A few days later, we boarded a chartered plane to Lima and three days after that I left the country. Peace Corps staff did everything in their power to make the transition easy, they even put together a small, last minute Close of Service conference for those of us who had to end our time in Peru.
I didn’t want to end my service when I did, and especially not how I did. It felt weird to be in the US, and I couldn’t help but think I was supposed to be in Peru. It felt like I was in the wrong place at the wrong time for a really, really long time. And I felt so so so guilty for leaving people I loved behind when the country needed our help the most. People would say things like, “I’m so glad you’re back in your country,” or “You must be so happy to be home and away from that,” or any other version of that and I would awkwardly smile and reply, “Yeah.” But pretty much every time the only thought that ran through my head was, “Fuck you.” Rude, I know, as anyone only ever meant well, but it just seemed so insensitive to assume that life in Peru was so terrible it was a blessing to come back early.

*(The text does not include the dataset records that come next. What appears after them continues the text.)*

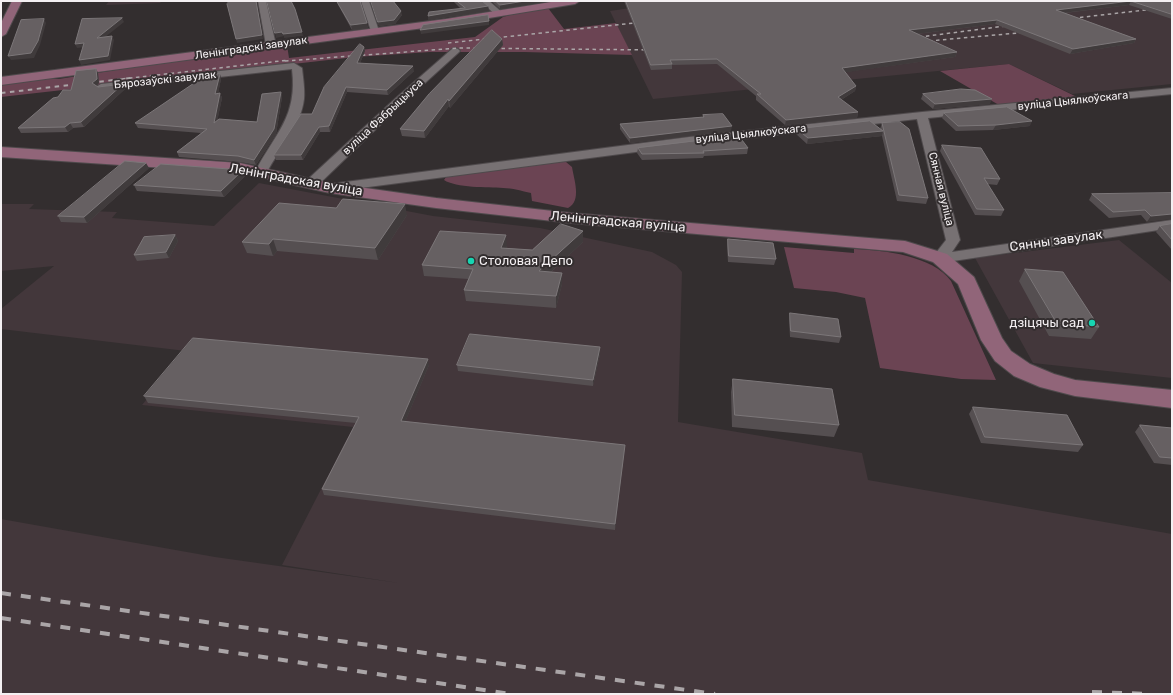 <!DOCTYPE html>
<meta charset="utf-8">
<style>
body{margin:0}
#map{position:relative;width:1173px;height:695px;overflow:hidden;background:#332e2f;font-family:Rubik,sans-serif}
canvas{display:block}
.frame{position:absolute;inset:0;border:2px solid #f4f0f2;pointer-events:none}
</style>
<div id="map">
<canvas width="1173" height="695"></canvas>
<div class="frame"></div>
</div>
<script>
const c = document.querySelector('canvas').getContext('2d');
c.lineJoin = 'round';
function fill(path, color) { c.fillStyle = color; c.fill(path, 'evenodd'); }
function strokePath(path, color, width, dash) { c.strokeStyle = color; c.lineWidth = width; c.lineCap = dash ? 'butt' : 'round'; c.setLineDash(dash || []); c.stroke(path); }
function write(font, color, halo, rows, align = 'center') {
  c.font = font + ' Rubik,sans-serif'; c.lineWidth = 4; c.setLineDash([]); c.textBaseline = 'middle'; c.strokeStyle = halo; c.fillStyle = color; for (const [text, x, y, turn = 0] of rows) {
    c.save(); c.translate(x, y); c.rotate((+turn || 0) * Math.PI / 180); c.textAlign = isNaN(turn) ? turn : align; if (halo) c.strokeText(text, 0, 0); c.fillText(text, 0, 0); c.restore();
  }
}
const built = new Path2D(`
 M39,1H162L160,3L106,5L109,1Z
 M677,1H1172V84L1072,94L1009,64L653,99L610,11Z
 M259,183L433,216L540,228L652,252L676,265L682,272L678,422L862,453L868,480L1172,534V694H1V519L215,557L399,583L282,565L353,427L142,405L186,351L1,329V309L54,266L1,271V204H34L29,209L117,212L112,218L214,226Z
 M1119,240L1172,283V378L1033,363L975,258Z`);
const green = new Path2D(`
 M548,8L564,29L616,23L632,55L524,52H430L355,57L1,97V85L45,79H59L198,57L199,59L259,51L287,45L289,58L475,37L503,17L513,14Z
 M1009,64L1077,97L999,105L940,71Z
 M561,161L566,162L572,167C574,180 582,201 568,208L532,201L531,193C522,191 512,188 503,188C488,187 456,188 444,180L446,177Z
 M784,247L854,253V249C884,250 933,256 951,281L996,380L961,379L880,368L865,298L836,292L794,288Z`);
const street = new Path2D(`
 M258,1H266L276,45L274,47H268L266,45Z
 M361,1H369L379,31L378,33H372L371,31Z
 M480,1H489L504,14L500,16H497Z
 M455,48L458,49L460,51L458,53L404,102L316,187H306L304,184L306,181L396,98L452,49Z
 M294,63L302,68C303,78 305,89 304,99C301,126 279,149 267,172L266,175H256L255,172C275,133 298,117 292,69L101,90L96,87L101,84Z
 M1172,88V94L928,118L960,240L952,252L1172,220V228L940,263L935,261L932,258L946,240L917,119L689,145L330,192L325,191L323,188L325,185L330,184L689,137L922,112Z`);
const secondary = new Path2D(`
 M12,1H22L6,34L1,37V23Z
 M557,1H580L575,4L446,25L1,85V77L446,19Z
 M1,147L240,163L330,183L436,198L571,213L905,241L947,254L974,277L1002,338L1011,351L1030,364L1054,374L1075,380L1172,390V408L1075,396L1040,387L1014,376L995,361L981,340L958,284L933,262L903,252L571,223L436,208L330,193L240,173L1,157Z`);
const railFar2 = new Path2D(`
 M1066,19L1172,7
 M912,38L1013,25
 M929,41L1029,32
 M448,43L643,22
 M285,61L459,48L654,50
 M122,79L289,60`);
const railFar1 = new Path2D(`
 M1,93L131,78`);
const rail = new Path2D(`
 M1,593L715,694
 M1,618L511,694
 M1092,692L1151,694`);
const wall = new Path2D(`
 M336,1H360L368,28L352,30Z
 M371,1H393L402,15L395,24L379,26Z
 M453,1H482L488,6L489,11L428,20L461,9Z
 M491,1H554L500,9Z
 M624,1H1172V19L1129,5L1065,13L1136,39L1134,43L1070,54L995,24L917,34L957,52L955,57L845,72L856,86L855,91L841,100L858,112L857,118L785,125L756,100V96L717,64L672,65V69L651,70Z
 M502,39L503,45L450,108L449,106L425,138L402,136L400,129Z
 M364,47L365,51L360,63L414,71L388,95L347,92L330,132H320L303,160H276L274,155L312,114Z
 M96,69L98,73L99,83L96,86L98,87L123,84L125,89L84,127L73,128L68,132L21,133L18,128L58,97L71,90Z
 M220,74L221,79L218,93H220L222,98L217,121L257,122L281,92L282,97L276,134L256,165L240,162L179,157L177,152L201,133L138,128L135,123Z
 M923,94L990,104L933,109L921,99Z
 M944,113L1030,126L993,130L956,131L942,118Z
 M703,115L731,131L630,143L620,129V124L703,117Z
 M882,123L928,198L926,204L897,201L882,136L807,144L796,134L797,129H880Z
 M942,145L1000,179L997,185L987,184L1004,210L1001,216L975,215L940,151Z
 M638,148H748L747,154L704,156L703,158L642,160L637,153Z
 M149,168L87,223L61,222L58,216Z
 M243,170L245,176L224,197L137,191L134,185Z
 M1172,193L1147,222L1141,215L1109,218L1089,200L1092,194Z
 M407,215L378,260L277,251L273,256L247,253L242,242Z
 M1172,224V250L1156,232L1160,226Z
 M583,231V242L551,272L562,273V284L556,308L466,301L464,290L468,279L424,276L422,265L507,246L506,248L532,250Z
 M175,235L178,241L169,258L137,261L134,255Z
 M728,239L776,259L774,265L728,262L727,245Z
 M1025,269L1099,327L1091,339L1049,336L1019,281Z
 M790,313L841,337L839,343L790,337L789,319Z
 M600,354L593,386L458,371L457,365Z
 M429,365L405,422L624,452L615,530L324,495L322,489L356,423L148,403L144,396Z
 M733,379L839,425L834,437L732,427L731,392Z
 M973,407L1083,445L1078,452L981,443L969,414Z
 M1140,425L1172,428V465L1154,463L1135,432Z`);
const shadedWall = new Path2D(`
 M256,1H257L263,39L237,43L236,39Z
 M525,1H554L500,9V5Z
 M1131,1L1129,5L1054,14L1056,10Z
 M488,6L489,11L428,20V16Z
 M401,11L402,15L395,24L379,26L378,22Z
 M122,18L124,22L99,42L97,38Z
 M44,19L46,23L40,45L34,58L11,60L8,56Z
 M997,20L995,24L908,35L909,30Z
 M489,21V25L421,34L420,30Z
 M367,23L368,28L352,30L351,25Z
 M282,32H302L303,36L284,38V36L276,38L275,33Z
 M112,36L114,40L110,60L81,65L79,60Z
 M502,39L503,45L450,108L449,101Z
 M1136,39L1134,43L1070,54L1073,49Z
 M84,43L86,47L77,48L75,44Z
 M364,47L365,51L358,68L357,63Z
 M957,52L955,57L841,73L842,68Z
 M413,66L414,71L388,95L387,90Z
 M96,69L98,73L99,83L95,88L92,83Z
 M220,74L221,79L217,99L215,94Z
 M123,84L125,89L84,127L81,122Z
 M856,86L855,91L836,103L838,97Z
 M346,87L347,92L330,132L329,126Z
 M281,92L282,97L276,134L256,165L254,160Z
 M220,93L222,98L216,128L214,123Z
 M448,99L449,106L425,138L424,131Z
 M992,99L990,104L933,109L935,104Z
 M858,112L857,118L785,125L786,120Z
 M1032,121L1030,126L993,130L996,125Z
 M70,123L73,128L68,132L65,127Z
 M732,126L731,131L630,143V138Z
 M319,127L320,132L303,160L301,155Z
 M883,131L882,136L807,144L808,138Z
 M146,163L149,168L87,223L84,217Z
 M243,170L245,176L224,197L221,191Z
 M405,204L407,215L378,260L375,248Z
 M1172,214V219L1147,222L1151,216Z
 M583,231V242L539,283V271Z
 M175,235L178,241L169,258L166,252Z
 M506,235L507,246L502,259L501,248Z
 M273,239L277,251L273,256L269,244Z
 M562,273V284L556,308V296Z
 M600,347V354L593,386V380Z
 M428,359L429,365L403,427L401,421Z
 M625,445L624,452L615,530V524Z`);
const building = new Path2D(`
 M230,1H256L262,35L236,39L227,4Z
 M267,1H291L295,9L302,32L283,34L282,32L275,33Z
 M337,1H360L367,23L351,25Z
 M371,1H393L401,11L394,20L378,22Z
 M457,1H482L488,6L428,16L429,12L465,8Z
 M496,1H525L500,5Z
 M626,1H1131L1056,10L1136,39L1073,49L997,20L909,30L957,52L842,68L856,86L838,97L858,112L786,120L757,94H761L717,59L670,60L672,64L651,65Z
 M1131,1H1172V14Z
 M488,15L489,21L420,30L423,25Z
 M122,18L97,38L112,36L108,56L79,60L84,43L75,44L82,19Z
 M44,19L38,41L31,53L8,56L21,20Z
 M492,30L502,39L449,101L448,99L424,131L400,129L429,94Z
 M360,44L364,47L357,63L413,66L387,90L346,87L329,126L319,127L301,155H274L301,114H312L324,87Z
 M96,69L97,79L92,83L98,87L123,84L81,122L70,123L65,127L18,128L53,98L58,97L63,90H71L76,71Z
 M220,74L215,94L220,93L214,123L219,119L257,122L262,94L281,92L274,129L254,160L238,156L177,152L207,129L135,123L206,75Z
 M961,89L975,90L992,99L935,104L923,94Z
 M1007,107L1032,121L996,125L958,126L944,113Z
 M723,114L732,126L630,138L620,124L704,117L703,115Z
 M870,121L883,131L808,138L797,129Z
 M900,122L909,129L928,198L899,195L882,123Z
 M739,136L748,148L703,151L704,153L642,154L638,148Z
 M942,145L981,148L1000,179L984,178L1004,210L977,209Z
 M125,161L146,163L84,217L58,216Z
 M161,164L243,170L221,191L134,185Z
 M1172,193V214L1151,216L1145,210L1113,212L1092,194Z
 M343,199L405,204L375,248L273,239L269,244L242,242L279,203L336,208Z
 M561,224L583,231L539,271L562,273L556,296L464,290L473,269L422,265L440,231L506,235L501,248L532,250Z
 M1172,224V240L1160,226Z
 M175,235L166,252L134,255L144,237Z
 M728,239L773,243L776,259L729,256Z
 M1025,269L1063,272L1099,327L1057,323Z
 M790,313L838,319L841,337L791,331Z
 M470,334L600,347L593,380L457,365Z
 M193,338L428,359L401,421L625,445L615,524L322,489L359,417L144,396Z
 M733,379L832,389L839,425L735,415Z
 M973,407L1067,415L1083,445L985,437Z
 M1140,425L1172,428V458L1160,457Z`);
const markers = [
 [471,261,4,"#17d5b2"],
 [1092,323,4,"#17d5b2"]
];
const farStreetnames = [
 ["Ленінградскі завулак",251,48,-8],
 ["Бярозаўскі завулак",165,80,-6],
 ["вуліца Цыялкоўскага",1073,101,-6],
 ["вуліца Фабрыцыуса",383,117,-43],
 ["вуліца Цыялкоўскага",751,134,-6],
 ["Сянная вуліца",941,189,76]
];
const streetNames = [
 ["Ленінградская вуліца",296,180,10],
 ["Ленінградская вуліца",618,222,5],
 ["Сянны завулак",1056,241,-8]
];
const poiNames = [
 ["Столовая Депо",479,261],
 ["дзіцячы сад",1084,323,"right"]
];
fill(built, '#43373b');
fill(green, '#6b4453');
strokePath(street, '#4f4a4c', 2);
strokePath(secondary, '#4f4a4c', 2);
fill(street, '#777173');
fill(secondary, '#916579');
strokePath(railFar2, '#aaa5a7', 1.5, [3.5, 3.5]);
strokePath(railFar1, '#aaa5a7', 2, [4.5, 4.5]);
strokePath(rail, '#aaa5a7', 4, [10, 10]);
fill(wall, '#554f51');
fill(shadedWall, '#403b3c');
fill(building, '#666062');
strokePath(building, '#7c7779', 1);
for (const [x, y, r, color] of markers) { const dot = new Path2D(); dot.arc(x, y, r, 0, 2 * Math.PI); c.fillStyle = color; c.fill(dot); strokePath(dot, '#332e2f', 1.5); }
write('11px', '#f4f0f2', '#332e2f', farStreetnames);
write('13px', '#f4f0f2', '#332e2f', streetNames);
write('13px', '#f4f0f2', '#332e2f', poiNames, 'left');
</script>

I was fortunate enough to return to Peru in June and see my host family! It was really, really nice to be able to see that Peru is OK, and the country was/is recovering. It was even better to be able to hug my host mom and the rest of the family, and say a proper goodbye when I left. I couldn’t have asked for a better family in Peru, and I am so appreciative of all that they did for me throughout my service. I’m grateful for the opportunity to have served as a volunteer, as I learned so much. Peace Corps really taught me, above all else, that I’m incredibly privileged and lucky to live the life I live, and that I am pretty ignorant to not only other cultures and histories around the world, but also to those that exist in the US. I’m hopeful that being a volunteer has made me a better, more open and understanding person (because reading older blog posts of mine kinda makes me cringe at myself). The more I think I know about the world, the more I realize I actually know very little.
Looking back on it all, Peace Corps was hands down the best decision I have ever made. I made life long friends and I was able to do a job that felt like it had some very small, positive impact on the world. It wasn’t all wonderful, but it was worth it in the end.
It was the toughest job that I have ever loved.